Just wanted to mention: Of course I would prefer other people implementing this :), but if there are no volunteers I can help with implementation, and if you guide me a bit in resolving such opinion-based problems. I think I have good overview of how scheduling works, not perfect but good enough to start helping.

olologin · Answer 4 · Mon Feb 19 2024 05:50:48 GMT+0800 (China Standard Time)

Maybe this behavior meaningful as a long-term solution: https://oneapi-src.github.io/oneTBB/main/tbb_userguide/Cancellation_and_Nested_Parallelism.html

Tsung-Wei Huang · Answer 5 · Mon Feb 19 2024 23:32:45 GMT+0800 (China Standard Time)

@olologin Thank you for your idea! I think the best and fundamental way to solve this problem is to have an exception_ptr per node because corun/join-styled execution is all parented to a node rather than a topology. Basically, we will need to add code to this section when the node that throws exception has a parent. Then, the outer level can re-throw or perform necessary actions.

tf::Executor::corun needs to take a template with .graph() defined. This is used by not just Taskflow but also other libraries, such as pipeline, that implicitly manages a Taskflow through composition.

will think about how this can be done as our other users@AMD are also requesting similar issues. In the meantime, please do not hesitate to let me know if you have any thoughts on this.

Tsung-Wei Huang · Answer 6 · Sat Feb 24 2024 13:41:55 GMT+0800 (China Standard Time)

@olologin @bradphelan this support has been implemented in the current master branch. Instead of having an additional topology as @olologin presented above, the new implementation will keep for each node a std::exception_ptr to store the exception thrown by children tasks of that node. This will introduce very little overhead to the current codebase but maximize the capability of throwing/catching exceptions. With this enhancement, blocking call (e.g., tf::Executor::corun, tf::Runtime::corun, tf::Subflow::join) will all support exception.

For example:

tf::Executor executor(W);
tf::Taskflow taskflow1;
tf::Taskflow taskflow2;

taskflow1.emplace([](){
  throw std::runtime_error("x");
});
taskflow2.emplace([&](){
  try {
    executor.corun(taskflow1);                  // exception is supported now at blocking method corun
  } catch(const std::runtime_error& re) {
    std::cout << re.what() << std::endl;    // will get "x"
  }
});
executor.run(taskflow2).get();

Would you please have a look and let me know if this works for your application? Thank you for bringing this up!

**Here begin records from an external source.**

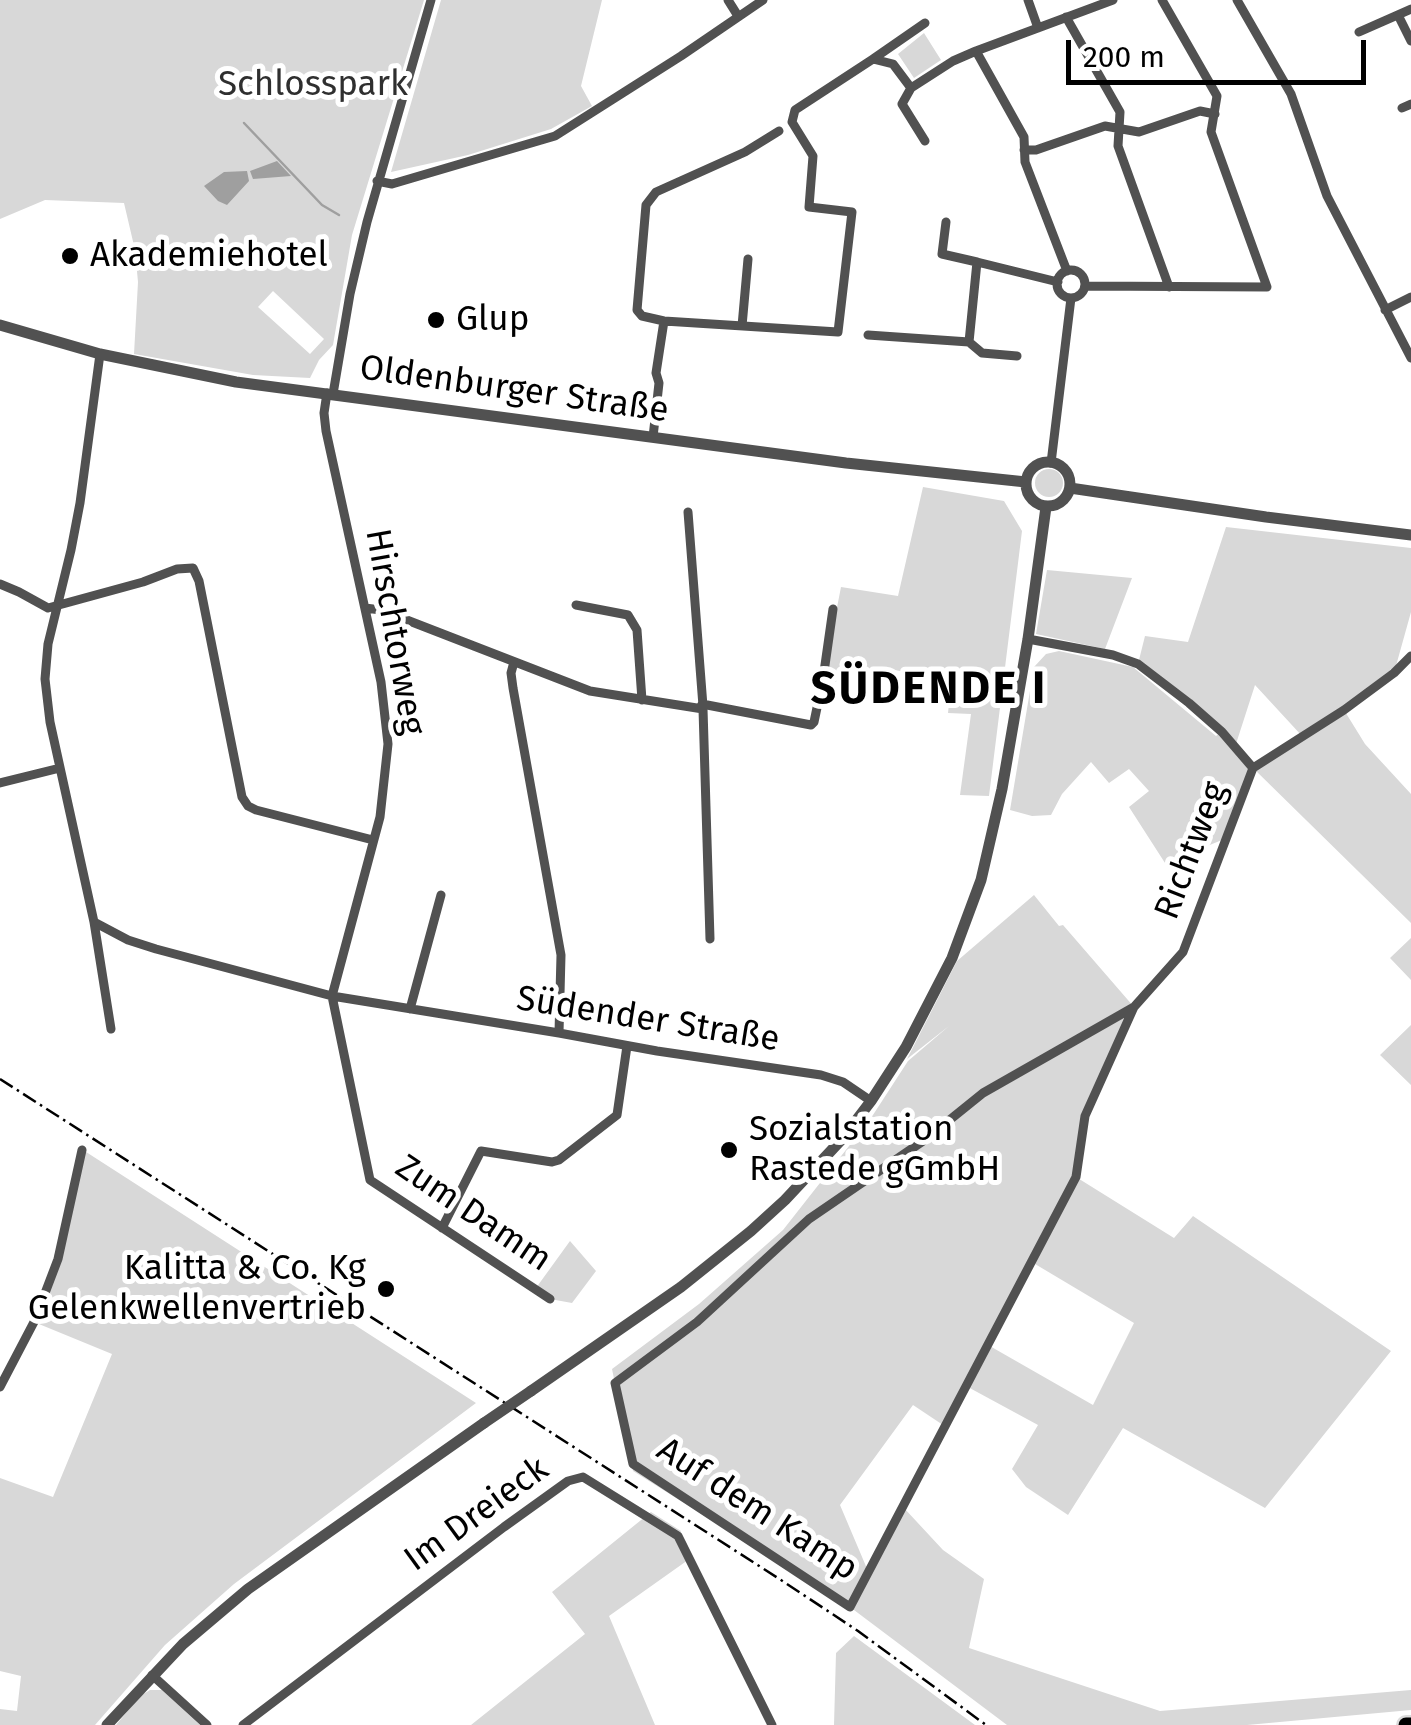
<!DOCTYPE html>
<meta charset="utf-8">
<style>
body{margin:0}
#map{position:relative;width:1411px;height:1725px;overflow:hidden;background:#fff;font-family:"Fira Sans",sans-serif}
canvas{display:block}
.scale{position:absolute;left:1066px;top:40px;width:300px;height:45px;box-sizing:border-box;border:5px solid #000;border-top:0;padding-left:12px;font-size:30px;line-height:35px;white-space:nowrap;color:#000;-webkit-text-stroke:8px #fff;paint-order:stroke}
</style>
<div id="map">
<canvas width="1411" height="1725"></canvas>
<div class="scale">200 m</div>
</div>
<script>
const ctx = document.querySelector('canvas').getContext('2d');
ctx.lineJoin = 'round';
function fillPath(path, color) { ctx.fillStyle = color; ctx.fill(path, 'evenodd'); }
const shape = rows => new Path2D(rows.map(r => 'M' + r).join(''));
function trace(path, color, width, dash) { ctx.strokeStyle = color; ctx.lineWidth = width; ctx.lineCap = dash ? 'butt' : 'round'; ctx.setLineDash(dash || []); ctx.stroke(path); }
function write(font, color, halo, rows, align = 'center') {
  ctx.font = font + ' "Fira Sans",sans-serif'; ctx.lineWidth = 10; ctx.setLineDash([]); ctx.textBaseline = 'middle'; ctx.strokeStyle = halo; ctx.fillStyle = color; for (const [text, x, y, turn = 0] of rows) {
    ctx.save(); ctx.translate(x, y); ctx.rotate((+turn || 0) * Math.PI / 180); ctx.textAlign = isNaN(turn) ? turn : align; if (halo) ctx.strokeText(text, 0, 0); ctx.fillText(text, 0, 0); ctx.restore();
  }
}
fillPath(shape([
 [0,0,424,0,352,235,333,345,319,360,310,378,253,375,134,354,138,282,135,250,124,203,45,200,0,219],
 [273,291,324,339,310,354,258,307],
 [441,0,602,0,581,86,592,106,551,129,468,155,391,172],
 [924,33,941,60,914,78,898,54],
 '1035 483a14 14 0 1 1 28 0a14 14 0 1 1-28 0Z',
 [923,487,1004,501,1022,531,989,796,960,795,971,714,948,713,951,684,912,679,912,673,894,670,890,684,868,680,866,688,823,679,841,587,898,596],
 [1226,527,1411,548,1411,612,1394,673,1344,710,1365,744,1411,794,1411,923,1254,769,1227,838,1165,863,1129,807,1149,791,1129,769,1109,783,1091,762,1062,794,1051,815,1032,816,1010,810,1034,667,1046,654,1059,651,1133,667,1216,736,1221,732,1138,664,1145,636,1188,642],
 [1255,685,1302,736,1253,768,1235,747],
 [1047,570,1132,578,1105,649,1036,634],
 [1034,895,1059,926,1063,925,1134,1007,1085,1116,1076,1177,1174,1238,1193,1216,1391,1351,1265,1508,1123,1428,1068,1515,1026,1487,1012,1469,1038,1425,966,1386,988,1345,1093,1405,1134,1323,1035,1264,1066,1194,1028,1260,943,1425,913,1405,840,1505,868,1571,904,1508,943,1550,984,1579,969,1648,1160,1711,1411,1690,1411,1710,1247,1725,1007,1725,850,1607,633,1471,612,1369,699,1304,783,1230,871,1118,908,1061,949,1026,907,1059,957,961],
 [1411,938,1411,980,1390,958],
 [1411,1025,1411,1085,1380,1055],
 [83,1150,476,1403,234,1584,165,1645,95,1725,0,1725,0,1709,17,1711,21,1676,0,1671,0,1478,53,1497,112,1354,34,1322,43,1298],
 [570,1241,596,1271,572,1303,550,1299,536,1288],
 [651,1512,681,1531,678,1537,688,1560,609,1616,655,1725,471,1725,585,1634,552,1592],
 [854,1636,975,1725,834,1725,836,1653],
 [150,1690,162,1690,200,1725,116,1725,140,1696]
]), '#d8d8d8');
fillPath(shape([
 [277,161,291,176,253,179,250,171],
 [247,171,249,181,227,205,218,201,204,186,224,172]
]), '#9f9f9f');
trace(shape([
 [244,123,322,205,339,215]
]), '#9f9f9f', 2.5);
const motorway = shape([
 [1406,1725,1411,1725]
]);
trace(motorway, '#dbdbdb', 20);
trace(shape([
 [728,0,738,16],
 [1028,0,1038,28],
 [1237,0,1291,94,1327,196,1411,358],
 [1398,15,1411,41],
 [1066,17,1120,112,1118,146,1169,287],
 [1359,32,1411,9],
 [873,59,925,23],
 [911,88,902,104,925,141],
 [1402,108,1411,104],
 [779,131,745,152,656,192,646,205,637,310,642,316,664,321,838,332,852,212,809,207,813,156,792,122,795,110,873,59,893,64,911,88,953,61,976,51],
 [1024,150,1036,150,1105,126,1139,132,1200,111,1215,114],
 [377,181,392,184,555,136,681,56,763,0],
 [946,222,942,254,977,262],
 '1057 284a14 14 0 1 1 28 0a14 14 0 1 1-28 0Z',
 [1067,271,1025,162,1024,137,976,51,1113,0],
 [1085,286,1267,287,1211,132,1217,96,1162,0],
 [1385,310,1411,297],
 [742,326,748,259],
 [868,335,969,342],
 [100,354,80,503,71,550,48,644,45,679,50,722,94,922,128,940,156,949,332,996,559,1033,657,1051,821,1075,843,1082,871,1101],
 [1017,356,982,353,969,342,977,262,1058,282],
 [327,393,324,413,326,431,381,682,388,744,380,817,332,996,370,1180,550,1299],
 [333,394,350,294,367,222,431,0],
 [653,437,659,383,656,373,664,321],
 [1051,463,1071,298],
 [688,512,703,706],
 [0,584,19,592,48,608,143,582,177,569,193,568,199,581,242,797,248,806,256,810,373,840],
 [576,605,628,615,637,630,642,700],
 [365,608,381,610,590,691,703,709,710,939],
 [1028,639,1113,655,1138,664,1189,703,1222,732,1253,768],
 [514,662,511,673,513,688,561,955,559,1033],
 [702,704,811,725,814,722,823,679,833,609],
 [0,783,60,768],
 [94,922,111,1029],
 [1134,1007,983,1093,926,1139,809,1219,697,1322,615,1383,633,1464,850,1607,1076,1177,1085,1116,1134,1007,1183,952,1253,768,1344,710,1394,673,1411,656],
 [410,1009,441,895],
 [442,1228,481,1151,552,1162,559,1160,617,1115,627,1046],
 [0,1387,34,1322,58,1259,82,1150],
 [152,1675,207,1725],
 [243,1725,504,1527,568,1481,583,1477,678,1536,772,1725]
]), '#515151', 9);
trace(shape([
 [0,325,100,354,236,382,846,463,1026,482],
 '1026 484a22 22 0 1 1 44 0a22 22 0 1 1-44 0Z',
 [1070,488,1266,517,1411,535],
 [531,1391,681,1287,751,1231,785,1200,842,1139,871,1101,906,1047,952,958,981,880,1002,789,1028,639,1046,507],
 [107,1725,183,1644,248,1589,484,1423]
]), '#515151', 11);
trace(motorway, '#000', 15);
trace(shape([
 [0,1079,781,1580,858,1631,986,1725]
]), '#000', 2.5, [15, 5, 2.5, 5]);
trace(shape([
 [484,1423,531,1391]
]), '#515151', 11);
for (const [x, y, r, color] of [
 [70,256,10,"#000"],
 [436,320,10,"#000"],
 [729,1150,10,"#000"],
 [386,1289,10,"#000"]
]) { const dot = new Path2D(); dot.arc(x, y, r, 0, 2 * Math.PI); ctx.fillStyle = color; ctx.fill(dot); trace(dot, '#fff', 4); }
write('35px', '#2f2f2f', '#fff', [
 ["Schlosspark",313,85]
]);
write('35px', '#000', '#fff', [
 ["Akademiehotel",90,256],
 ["Glup",456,320],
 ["Sozialstation",749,1130],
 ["Rastede gGmbH",749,1170],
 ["Kalitta & Co. Kg",366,1269,"right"],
 ["Gelenkwellenvertrieb",366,1309,"right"]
], 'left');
write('35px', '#000', '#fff', [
 ["Oldenburger Straße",514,390,8],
 ["Hirschtorweg",394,632,80],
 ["Richtweg",1192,851,-69],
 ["Südender Straße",648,1020,9],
 ["Zum Damm",473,1214,34],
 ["Auf dem Kamp",757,1510,33],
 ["Im Dreieck",477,1515,-36]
]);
ctx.letterSpacing = '2.5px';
write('bold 45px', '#000', '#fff', [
 ["SÜDENDE I",929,690]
]);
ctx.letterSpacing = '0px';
</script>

Let me know if you observe any other exception problems that Taskflow does not handle properly. Handling exception in a multithreaded environment is quite tricky, and I may miss something.

olologin · Answer 7 · Tue Feb 27 2024 18:15:04 GMT+0800 (China Standard Time)

@tsung-wei-huang
I will test it today or tomorrow, thanks!

olologin · Answer 8 · Thu Feb 29 2024 16:13:50 GMT+0800 (China Standard Time)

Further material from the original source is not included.